3. Find temporary solace in humor. Agnes reflects on the absurd aspects of the spectacle in which she struggles:
“We discuss solemnly the size of shoes of a man, it is very necessary to discuss shoes – the shoes of this man who is trying to overthrow the great Government – shoes, gloves – woolen gloves – size 8 ½.” (p. 51)
She finds the ridiculous in the sublime:
“It is terrible, the most terrible thing I have ever taken part in, the most heartless. Yet we have to laugh. They speak in Russian. One looking at the status of Jesus on the window ledge within the bars, says something. Another interprets: “The poor Jesus! For what he is in here?” (p. 52)
While mockery of power is never a fully adequate strategy, it offers a needed respite.
4. Remember. With the help of people like Agnes, we can remember. Agnes’s letters, pamphlets, and documents are held in the Labadie collection, to which she devoted 30 years of labor. The lifeblood of radical history is held there and in a few other archives, including the IWW holdings at the Walter P. Reuther Library at Wayne State University, the Tamiment Library and Robert F. Wagner Labor Archive at New York University, the Emma Goldman Papers Project at Berkeley, the Joseph Ishill collection at Harvard, and the International Institute for Social History in Amsterdam. Reflecting her dogged labor and echoes of her Presbyterian upbringing, Agnes wrote a love letter to the Labadie collection that can serve us today:
“To the Labadie Collection: Gather, dust, and rays of sun-heat beat imperceptible, beat. And let the unbound wrapped-up volumes of voices of dreamers and world builders keep their silence, and time will leisurely emerge out of space, out of events so measured.

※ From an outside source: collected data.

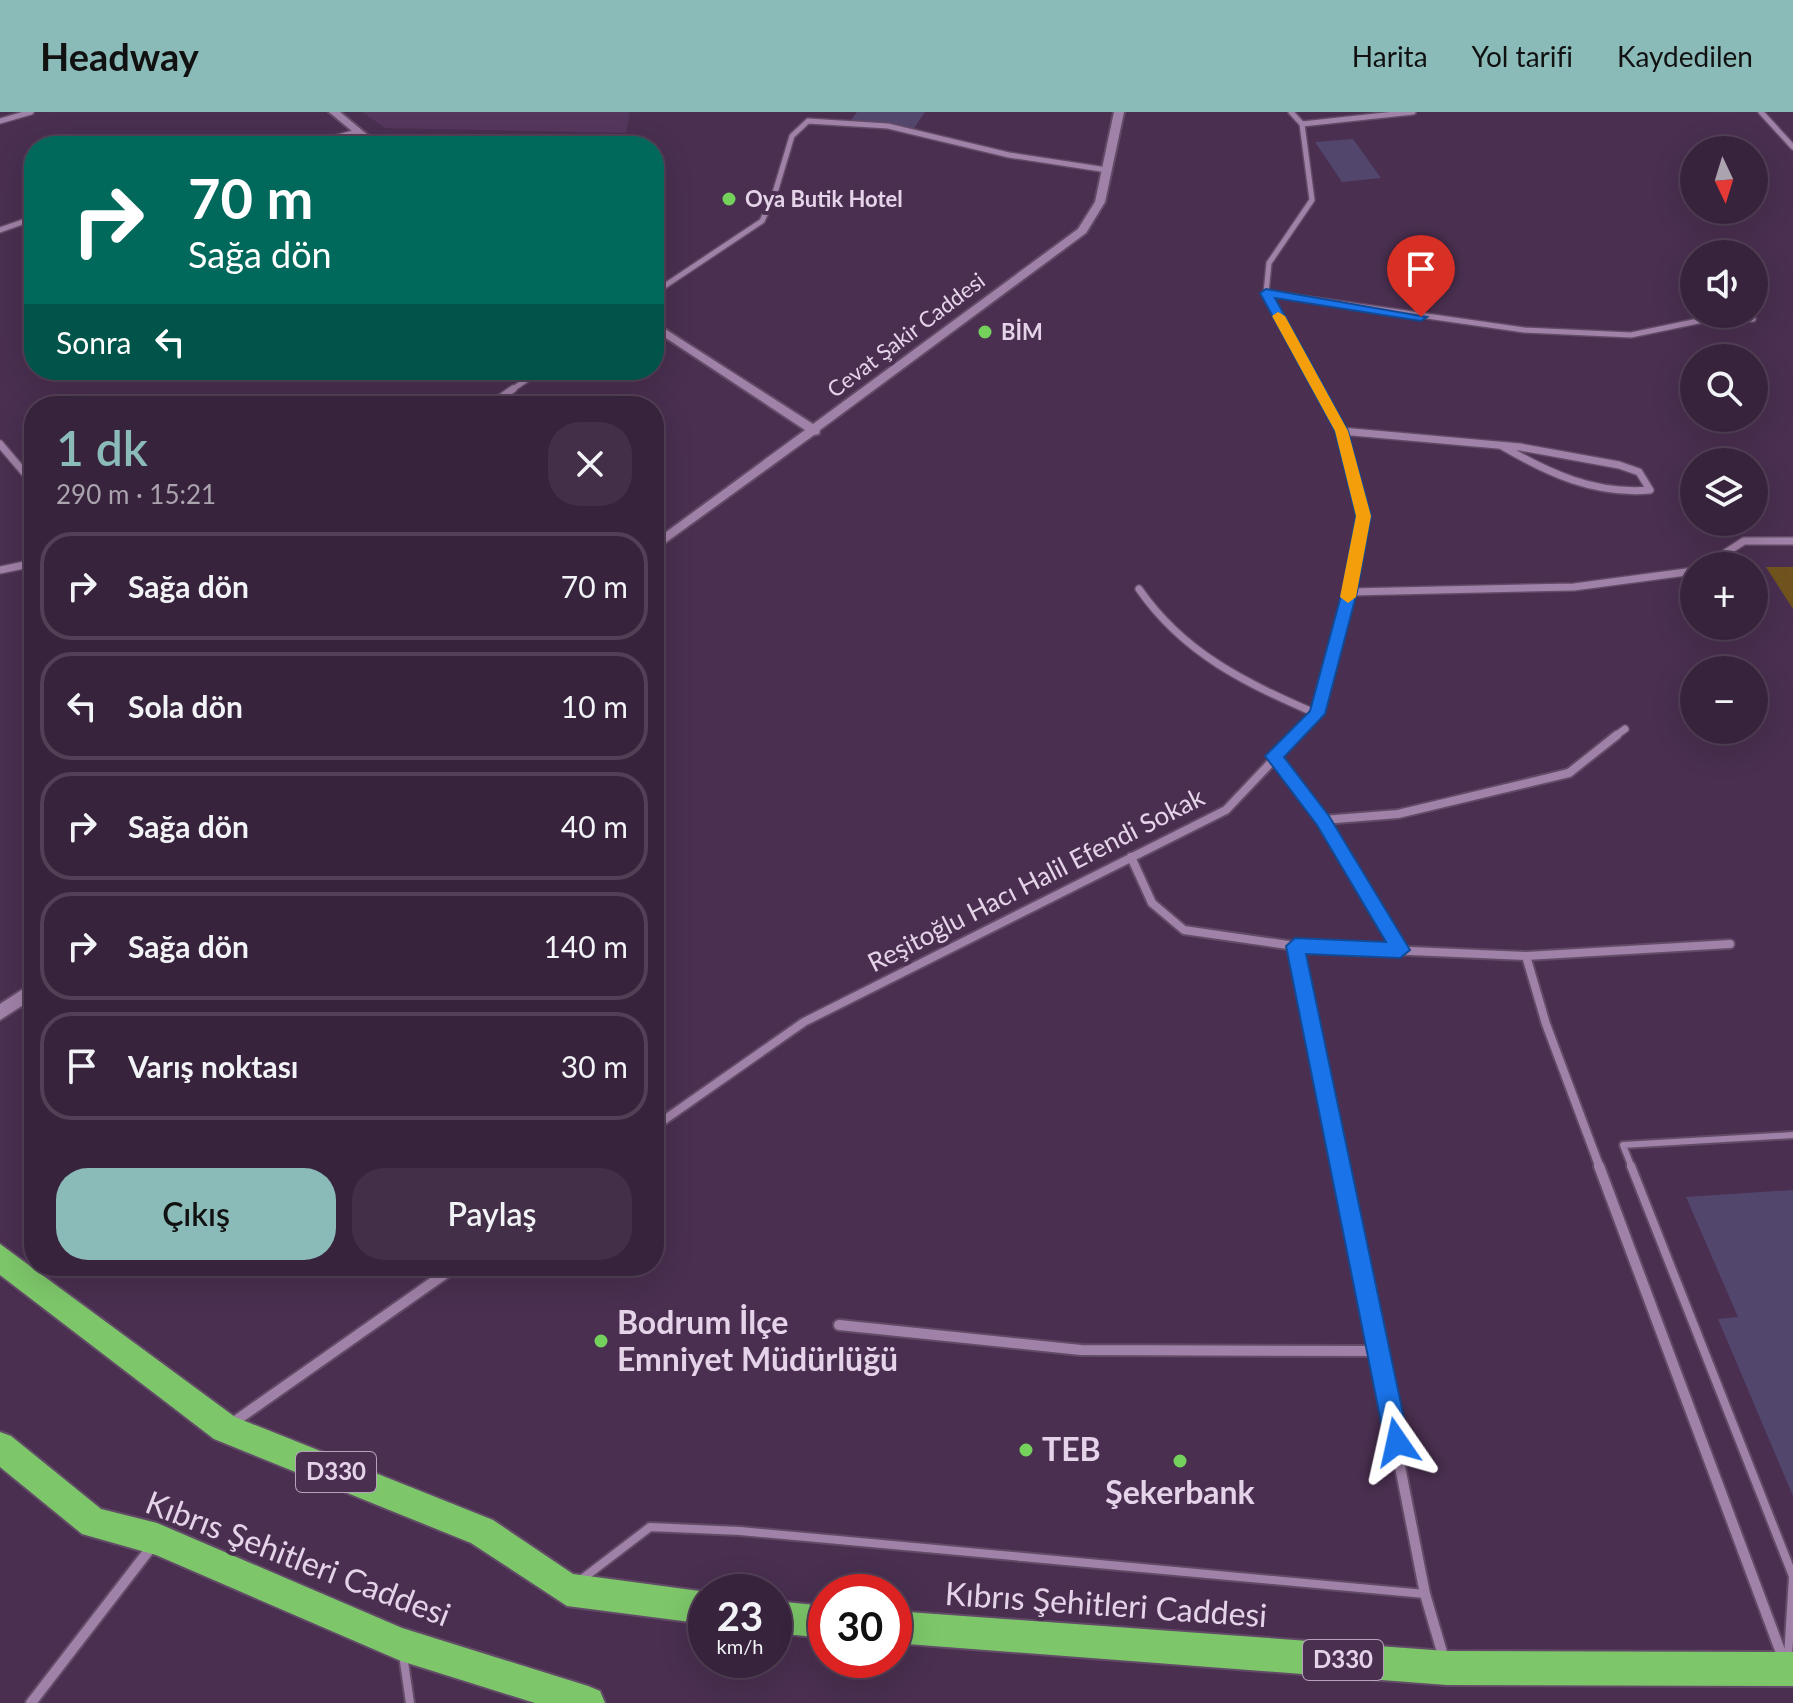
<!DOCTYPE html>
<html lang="tr">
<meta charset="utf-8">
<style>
:root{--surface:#38233c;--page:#432f47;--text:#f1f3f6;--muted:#aba4af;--line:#524056;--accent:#8bbbb9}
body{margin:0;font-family:Lato,sans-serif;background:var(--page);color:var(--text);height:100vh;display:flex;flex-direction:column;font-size:30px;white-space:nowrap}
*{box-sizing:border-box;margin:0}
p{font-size:26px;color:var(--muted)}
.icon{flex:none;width:44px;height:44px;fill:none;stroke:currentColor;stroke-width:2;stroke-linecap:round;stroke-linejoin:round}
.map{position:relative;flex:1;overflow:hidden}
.sheet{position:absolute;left:24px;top:284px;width:640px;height:880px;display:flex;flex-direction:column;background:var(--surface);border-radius:32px;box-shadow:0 8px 32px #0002,0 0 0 2px var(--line)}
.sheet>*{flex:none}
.banner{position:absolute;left:24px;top:24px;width:640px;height:244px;border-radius:32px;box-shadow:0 8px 32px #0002,0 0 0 2px var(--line);background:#00695c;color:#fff;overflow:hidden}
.needle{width:52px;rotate:176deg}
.tools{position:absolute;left:1680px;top:24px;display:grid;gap:16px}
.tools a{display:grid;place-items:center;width:88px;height:88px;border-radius:50%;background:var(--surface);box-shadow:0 8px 32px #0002,0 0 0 2px var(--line);font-size:40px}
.speed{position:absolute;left:688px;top:1462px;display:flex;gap:16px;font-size:40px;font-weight:700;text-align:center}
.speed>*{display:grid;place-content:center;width:104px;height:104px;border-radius:50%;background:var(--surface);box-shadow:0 8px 32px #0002,0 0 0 2px var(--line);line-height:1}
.speed small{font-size:20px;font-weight:400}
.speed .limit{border:12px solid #d22;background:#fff;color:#111}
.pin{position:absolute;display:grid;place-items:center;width:68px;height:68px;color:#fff;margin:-82px -34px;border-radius:50% 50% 50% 0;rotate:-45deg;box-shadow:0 0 8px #0007}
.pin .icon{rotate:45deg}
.me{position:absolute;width:88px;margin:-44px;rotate:349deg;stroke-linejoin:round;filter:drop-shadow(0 0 6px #0008)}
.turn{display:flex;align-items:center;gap:28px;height:168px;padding:0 32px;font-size:36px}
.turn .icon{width:104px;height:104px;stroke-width:2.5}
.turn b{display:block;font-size:56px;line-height:68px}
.then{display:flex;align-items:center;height:76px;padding:0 32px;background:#0003;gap:16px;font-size:30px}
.round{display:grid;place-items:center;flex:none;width:84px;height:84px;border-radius:32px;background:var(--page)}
.head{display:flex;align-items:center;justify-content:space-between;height:136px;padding:0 32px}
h1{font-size:48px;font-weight:600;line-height:60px;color:var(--accent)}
.action{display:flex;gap:16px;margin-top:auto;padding:16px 32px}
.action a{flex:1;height:92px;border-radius:32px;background:var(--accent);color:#111;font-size:32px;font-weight:600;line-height:92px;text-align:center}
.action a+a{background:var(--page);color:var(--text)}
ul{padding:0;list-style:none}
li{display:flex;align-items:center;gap:24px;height:108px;margin:0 16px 12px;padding:0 16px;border:4px solid var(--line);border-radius:32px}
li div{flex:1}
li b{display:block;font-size:30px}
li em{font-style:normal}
header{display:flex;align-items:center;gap:48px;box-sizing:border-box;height:112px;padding:0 40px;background:var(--accent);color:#111}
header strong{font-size:38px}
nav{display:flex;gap:44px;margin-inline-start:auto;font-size:28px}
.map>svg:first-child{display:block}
</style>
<header>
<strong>Headway</strong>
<nav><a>Harita</a><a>Yol tarifi</a><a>Kaydedilen</a></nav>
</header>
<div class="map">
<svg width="1793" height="1591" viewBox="0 0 1793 1591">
<rect width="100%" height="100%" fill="#4a2f50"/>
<path fill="#55365d" d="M362,0H630L626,21L385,16Z"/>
<path fill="#71541d" d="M1766,455H1793V497Z"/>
<path fill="#53466d" d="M857,0H925L913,18L851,8Z
M1353,27L1381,66L1342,70L1315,30Z
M1793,1078V1384L1718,1207L1738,1205L1686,1085Z"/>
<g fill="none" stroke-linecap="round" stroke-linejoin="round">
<defs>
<path id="lane-far1" d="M1632,1056L1623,1033L1793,1023"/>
<path id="lane" d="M1631,1054L1793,1464
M582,1467L650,1415L740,1419L1425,1482
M403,1543L410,1591
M1788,1545L1793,1465"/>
<path id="street-far3" d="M1291,0L1302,12L1312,88L1269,151L1266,181L1319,279
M1761,0L1793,35
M0,9L31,0
M1302,12L1413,0
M304,34L357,20
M0,118L34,106
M654,181L762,109L774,84L792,24L808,9L888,14L1009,43L1107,58
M1266,181L1524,218L1631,223L1703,208L1753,207
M510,279L541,258"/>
<path id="street-far2" d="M489,294L513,277
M1341,319L1520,335L1619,353L1639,360L1650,378C1595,383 1548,361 1502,334
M0,332L34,372
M1705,454L1744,429H1793
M0,458L34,451
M1139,477C1184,542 1246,571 1317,602
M1350,480L1574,475L1694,459
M1295,625L1317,602L1350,480L1364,404L1341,319L1318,277
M1614,625L1625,617"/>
<path id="street-far1" d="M1274,644L1323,708L1400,838
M1323,708L1398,702L1569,661L1617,623
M1131,745L1152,791L1184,818L1295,834L1342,1056
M1295,834L1526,844L1730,832
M1526,844L1546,912L1600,1056
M654,1015L804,910L1226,698L1297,623"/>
<path id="street" d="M1341,1054L1425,1482L1444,1547
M1599,1054L1784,1549
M839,1213L1081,1238L1380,1239
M231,1312L456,1154
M31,1591L153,1433"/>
<path id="secondary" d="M329,0H340L381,34H370Z
M1114,0H1124L1105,90L1086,121L820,318L819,322L814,323L654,439V429L805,318L654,218V210L813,312L1078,117L1095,90Z
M34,870V886L0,908V892Z"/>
<path id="highway" d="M0,1132L235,1305L493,1408L573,1462L707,1480L706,1512L567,1494L471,1431L214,1327L0,1163Z
M0,1320L11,1324L101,1397L157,1411L402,1516L588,1574L600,1579L605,1591H535L401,1549L156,1443L82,1422L0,1355Z
M774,1489L826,1494V1526L774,1521Z
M894,1499L1447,1539L1793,1540V1574L1447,1573L894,1531Z"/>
</defs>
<use href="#lane-far1" stroke="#624b67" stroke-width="10"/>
<use href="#lane" stroke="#624b67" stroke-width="12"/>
<use href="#street-far3" stroke="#624b67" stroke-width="8"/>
<use href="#street-far2" stroke="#624b67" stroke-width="10"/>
<use href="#street-far1" stroke="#624b67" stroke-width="12"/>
<use href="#street" stroke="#624b67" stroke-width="14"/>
<use href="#secondary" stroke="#624b67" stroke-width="4"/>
<use href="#highway" stroke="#624b67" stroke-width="4"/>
<use href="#lane-far1" stroke="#a081a7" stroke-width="6"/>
<use href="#lane" stroke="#a081a7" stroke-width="8"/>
<use href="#street-far3" stroke="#a081a7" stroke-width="5"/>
<use href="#street-far2" stroke="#a081a7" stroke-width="7"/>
<use href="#street-far1" stroke="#a081a7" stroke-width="8"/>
<use href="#street" stroke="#a081a7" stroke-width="10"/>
<use href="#secondary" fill="#a081a7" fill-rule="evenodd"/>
<use href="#highway" fill="#7dc76a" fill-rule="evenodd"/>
</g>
<path fill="#1a73e8" stroke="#114b97" stroke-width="2" d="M1266,177L1427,205L1421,209L1275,186L1348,319L1371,404L1357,480L1325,602L1284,645L1329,704L1410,838L1400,846L1306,842L1409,1330L1405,1338L1397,1342L1389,1338L1385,1330L1286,834L1295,826L1386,830L1317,713L1265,644L1310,599L1342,480L1356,404L1335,319L1260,181Z"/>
<path fill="#f59e0b" d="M1278,200L1285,204L1348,319L1371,404L1356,485L1348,491L1340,485L1356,404L1335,319L1272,204Z"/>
<g fill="#74d25c" stroke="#4a2f50" stroke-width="3">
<circle cx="729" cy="87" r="8"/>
<circle cx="985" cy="220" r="8"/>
<circle cx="601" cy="1229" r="8"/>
<circle cx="1026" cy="1338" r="8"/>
<circle cx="1180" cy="1349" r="8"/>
</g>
<g text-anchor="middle" stroke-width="8" stroke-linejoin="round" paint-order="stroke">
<g font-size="22" font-weight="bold" fill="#e5d4e9" stroke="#4a2f50" text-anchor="start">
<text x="745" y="95">Oya Butik Hotel</text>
<text x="1001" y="228">BİM</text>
</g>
<g font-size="22" fill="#e5d4e9" stroke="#4a2f50">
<text transform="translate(906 223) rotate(-37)" y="8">Cevat Şakir Caddesi</text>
</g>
<g fill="#4a2f50" stroke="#b6a2bb" stroke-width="2">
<rect x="296" y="1340" width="80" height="40" rx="6"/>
<rect x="1303" y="1528" width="80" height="40" rx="6"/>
</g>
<g font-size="24" font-weight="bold" fill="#e5d4e9">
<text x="336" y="1368">D330</text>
<text x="1343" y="1556">D330</text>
</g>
<g font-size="26" fill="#e5d4e9" stroke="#4a2f50">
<text transform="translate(1036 768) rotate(-27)" y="9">Reşitoğlu Hacı Halil Efendi Sokak</text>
</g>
<g font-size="32" font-weight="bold" fill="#e5d4e9" stroke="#4a2f50" text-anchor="start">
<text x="617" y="1222">Bodrum İlçe<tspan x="617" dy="37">Emniyet Müdürlüğü</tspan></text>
<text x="1042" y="1349">TEB</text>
<text x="1180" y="1392" text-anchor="middle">Şekerbank</text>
</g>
<g font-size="32" fill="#e5d4e9" stroke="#4a2f50">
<text transform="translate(298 1447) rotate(21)" y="11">Kıbrıs Şehitleri Caddesi</text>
<text transform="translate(1106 1493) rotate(4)" y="11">Kıbrıs Şehitleri Caddesi</text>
</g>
</g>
</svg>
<div class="tools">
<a><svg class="needle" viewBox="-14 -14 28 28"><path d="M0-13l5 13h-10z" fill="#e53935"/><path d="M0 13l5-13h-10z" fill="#aba4af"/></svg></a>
<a><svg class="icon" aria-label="sound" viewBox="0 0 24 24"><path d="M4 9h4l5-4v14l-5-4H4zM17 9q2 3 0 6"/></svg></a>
<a><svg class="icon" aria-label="search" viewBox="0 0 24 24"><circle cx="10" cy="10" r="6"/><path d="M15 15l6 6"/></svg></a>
<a><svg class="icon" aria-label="layers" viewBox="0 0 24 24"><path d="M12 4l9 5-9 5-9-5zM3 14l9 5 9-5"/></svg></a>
<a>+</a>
<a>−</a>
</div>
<div class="speed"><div>23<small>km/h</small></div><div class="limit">30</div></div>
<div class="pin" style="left:1421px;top:205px;background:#d93025"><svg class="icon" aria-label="arrive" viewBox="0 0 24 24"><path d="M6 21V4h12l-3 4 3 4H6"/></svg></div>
<svg class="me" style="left:1397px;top:1330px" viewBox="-20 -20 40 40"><path d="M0-17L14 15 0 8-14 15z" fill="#1a73e8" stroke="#fff" stroke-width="4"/></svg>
<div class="banner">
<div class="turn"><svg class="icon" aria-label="right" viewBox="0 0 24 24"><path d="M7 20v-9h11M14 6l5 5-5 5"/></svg><div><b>70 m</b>Sağa dön</div></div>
<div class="then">Sonra<svg class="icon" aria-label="left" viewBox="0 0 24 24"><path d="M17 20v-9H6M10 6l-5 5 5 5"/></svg></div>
</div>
<section class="sheet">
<div class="head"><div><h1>1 dk</h1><p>290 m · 15:21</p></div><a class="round"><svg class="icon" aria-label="close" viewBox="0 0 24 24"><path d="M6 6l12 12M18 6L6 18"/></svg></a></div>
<ul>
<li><svg class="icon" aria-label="right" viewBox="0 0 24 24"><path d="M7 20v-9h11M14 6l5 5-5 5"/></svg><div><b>Sağa dön</b></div><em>70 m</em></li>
<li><svg class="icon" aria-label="left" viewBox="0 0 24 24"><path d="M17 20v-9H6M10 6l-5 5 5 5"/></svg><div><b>Sola dön</b></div><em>10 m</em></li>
<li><svg class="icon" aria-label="right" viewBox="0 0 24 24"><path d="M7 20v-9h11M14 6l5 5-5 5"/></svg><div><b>Sağa dön</b></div><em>40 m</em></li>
<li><svg class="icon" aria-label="right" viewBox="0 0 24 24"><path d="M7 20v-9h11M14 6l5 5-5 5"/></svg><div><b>Sağa dön</b></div><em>140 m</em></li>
<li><svg class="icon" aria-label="arrive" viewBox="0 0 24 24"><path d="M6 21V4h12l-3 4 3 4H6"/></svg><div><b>Varış noktası</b></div><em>30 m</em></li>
</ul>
<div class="action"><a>Çıkış</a><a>Paylaş</a></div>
</section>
</div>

Perhaps no dreamer, no builder of worlds will reincarnate you into his thoughts, his deeds: you may rest for long under the dust, wrapped up in brown paper and tied with string awaiting the judgement day.
But - one day – that day – young dreamers, young builders, will untie the strings and unwrap the volumes and they will cry out! They will say “My Brothers! My Sisters!” They will say, “You dreamers, you world-builders!” And they will peruse these old records of voices and they will repeat your words and speak your names…..As, in these volumes, your thoughts and the record of your acts lie in silence, the dawning spirit of the Revolution will sweep on…It is sweeping on! And your thoughts and your acts -past tho they are – are not lost in it. And this, the record, will ever be beloved.”